### Task directions
From the first line to the last, copy the data exactly.

#### Available data ####

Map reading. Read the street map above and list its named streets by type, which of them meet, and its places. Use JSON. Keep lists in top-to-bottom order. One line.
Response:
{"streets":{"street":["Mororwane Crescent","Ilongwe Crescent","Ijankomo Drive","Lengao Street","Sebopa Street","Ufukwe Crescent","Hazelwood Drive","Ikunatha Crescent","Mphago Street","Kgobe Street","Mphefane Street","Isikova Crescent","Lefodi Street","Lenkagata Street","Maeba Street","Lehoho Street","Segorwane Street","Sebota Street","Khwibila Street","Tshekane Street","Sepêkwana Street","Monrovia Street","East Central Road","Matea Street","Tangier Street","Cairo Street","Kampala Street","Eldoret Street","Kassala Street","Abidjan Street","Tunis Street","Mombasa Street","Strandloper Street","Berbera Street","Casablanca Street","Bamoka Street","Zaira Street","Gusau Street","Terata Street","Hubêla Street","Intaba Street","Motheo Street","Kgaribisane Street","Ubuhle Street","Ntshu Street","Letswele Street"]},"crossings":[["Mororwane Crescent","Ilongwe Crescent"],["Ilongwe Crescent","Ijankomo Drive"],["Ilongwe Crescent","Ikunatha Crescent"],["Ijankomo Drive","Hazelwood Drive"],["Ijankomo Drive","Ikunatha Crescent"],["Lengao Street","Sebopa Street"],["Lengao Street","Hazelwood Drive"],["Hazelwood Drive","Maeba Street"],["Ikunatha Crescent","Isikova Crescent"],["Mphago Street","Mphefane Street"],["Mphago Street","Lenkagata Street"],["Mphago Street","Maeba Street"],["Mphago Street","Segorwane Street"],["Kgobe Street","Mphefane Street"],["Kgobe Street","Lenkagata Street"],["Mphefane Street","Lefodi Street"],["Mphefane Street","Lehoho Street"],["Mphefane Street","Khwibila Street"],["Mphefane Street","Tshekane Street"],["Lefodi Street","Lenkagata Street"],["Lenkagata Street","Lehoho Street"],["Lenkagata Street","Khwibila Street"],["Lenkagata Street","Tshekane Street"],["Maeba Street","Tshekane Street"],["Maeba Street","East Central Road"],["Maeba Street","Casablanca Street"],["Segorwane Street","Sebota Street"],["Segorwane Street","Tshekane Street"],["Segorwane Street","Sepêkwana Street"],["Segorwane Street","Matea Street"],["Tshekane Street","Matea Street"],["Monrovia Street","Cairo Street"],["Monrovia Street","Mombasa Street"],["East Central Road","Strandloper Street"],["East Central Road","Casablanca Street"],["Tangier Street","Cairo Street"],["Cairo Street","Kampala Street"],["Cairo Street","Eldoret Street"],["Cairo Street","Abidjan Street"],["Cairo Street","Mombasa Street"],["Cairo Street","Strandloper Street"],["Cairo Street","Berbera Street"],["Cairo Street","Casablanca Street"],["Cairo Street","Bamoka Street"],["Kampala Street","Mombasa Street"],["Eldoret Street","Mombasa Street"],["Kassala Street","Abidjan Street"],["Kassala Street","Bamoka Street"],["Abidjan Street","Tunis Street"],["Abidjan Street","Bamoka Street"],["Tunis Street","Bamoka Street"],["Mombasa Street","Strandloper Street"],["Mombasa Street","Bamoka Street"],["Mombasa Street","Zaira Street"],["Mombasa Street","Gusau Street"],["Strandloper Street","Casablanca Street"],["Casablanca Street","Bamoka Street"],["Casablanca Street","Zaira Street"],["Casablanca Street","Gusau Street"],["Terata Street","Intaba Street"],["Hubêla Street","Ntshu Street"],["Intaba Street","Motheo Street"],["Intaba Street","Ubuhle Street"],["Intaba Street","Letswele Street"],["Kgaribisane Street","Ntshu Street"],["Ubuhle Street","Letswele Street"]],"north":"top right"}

####

### Output below
Map reading. Read the street map above and list its named streets by type, which of them meet, and its places. Use JSON. Keep lists in top-to-bottom order. One line.
Response:
{"streets":{"street":["Mororwane Crescent","Ilongwe Crescent","Ijankomo Drive","Lengao Street","Sebopa Street","Ufukwe Crescent","Hazelwood Drive","Ikunatha Crescent","Mphago Street","Kgobe Street","Mphefane Street","Isikova Crescent","Lefodi Street","Lenkagata Street","Maeba Street","Lehoho Street","Segorwane Street","Sebota Street","Khwibila Street","Tshekane Street","Sepêkwana Street","Monrovia Street","East Central Road","Matea Street","Tangier Street","Cairo Street","Kampala Street","Eldoret Street","Kassala Street","Abidjan Street","Tunis Street","Mombasa Street","Strandloper Street","Berbera Street","Casablanca Street","Bamoka Street","Zaira Street","Gusau Street","Terata Street","Hubêla Street","Intaba Street","Motheo Street","Kgaribisane Street","Ubuhle Street","Ntshu Street","Letswele Street"]},"crossings":[["Mororwane Crescent","Ilongwe Crescent"],["Ilongwe Crescent","Ijankomo Drive"],["Ilongwe Crescent","Ikunatha Crescent"],["Ijankomo Drive","Hazelwood Drive"],["Ijankomo Drive","Ikunatha Crescent"],["Lengao Street","Sebopa Street"],["Lengao Street","Hazelwood Drive"],["Hazelwood Drive","Maeba Street"],["Ikunatha Crescent","Isikova Crescent"],["Mphago Street","Mphefane Street"],["Mphago Street","Lenkagata Street"],["Mphago Street","Maeba Street"],["Mphago Street","Segorwane Street"],["Kgobe Street","Mphefane Street"],["Kgobe Street","Lenkagata Street"],["Mphefane Street","Lefodi Street"],["Mphefane Street","Lehoho Street"],["Mphefane Street","Khwibila Street"],["Mphefane Street","Tshekane Street"],["Lefodi Street","Lenkagata Street"],["Lenkagata Street","Lehoho Street"],["Lenkagata Street","Khwibila Street"],["Lenkagata Street","Tshekane Street"],["Maeba Street","Tshekane Street"],["Maeba Street","East Central Road"],["Maeba Street","Casablanca Street"],["Segorwane Street","Sebota Street"],["Segorwane Street","Tshekane Street"],["Segorwane Street","Sepêkwana Street"],["Segorwane Street","Matea Street"],["Tshekane Street","Matea Street"],["Monrovia Street","Cairo Street"],["Monrovia Street","Mombasa Street"],["East Central Road","Strandloper Street"],["East Central Road","Casablanca Street"],["Tangier Street","Cairo Street"],["Cairo Street","Kampala Street"],["Cairo Street","Eldoret Street"],["Cairo Street","Abidjan Street"],["Cairo Street","Mombasa Street"],["Cairo Street","Strandloper Street"],["Cairo Street","Berbera Street"],["Cairo Street","Casablanca Street"],["Cairo Street","Bamoka Street"],["Kampala Street","Mombasa Street"],["Eldoret Street","Mombasa Street"],["Kassala Street","Abidjan Street"],["Kassala Street","Bamoka Street"],["Abidjan Street","Tunis Street"],["Abidjan Street","Bamoka Street"],["Tunis Street","Bamoka Street"],["Mombasa Street","Strandloper Street"],["Mombasa Street","Bamoka Street"],["Mombasa Street","Zaira Street"],["Mombasa Street","Gusau Street"],["Strandloper Street","Casablanca Street"],["Casablanca Street","Bamoka Street"],["Casablanca Street","Zaira Street"],["Casablanca Street","Gusau Street"],["Terata Street","Intaba Street"],["Hubêla Street","Ntshu Street"],["Intaba Street","Motheo Street"],["Intaba Street","Ubuhle Street"],["Intaba Street","Letswele Street"],["Kgaribisane Street","Ntshu Street"],["Ubuhle Street","Letswele Street"]],"north":"top right"}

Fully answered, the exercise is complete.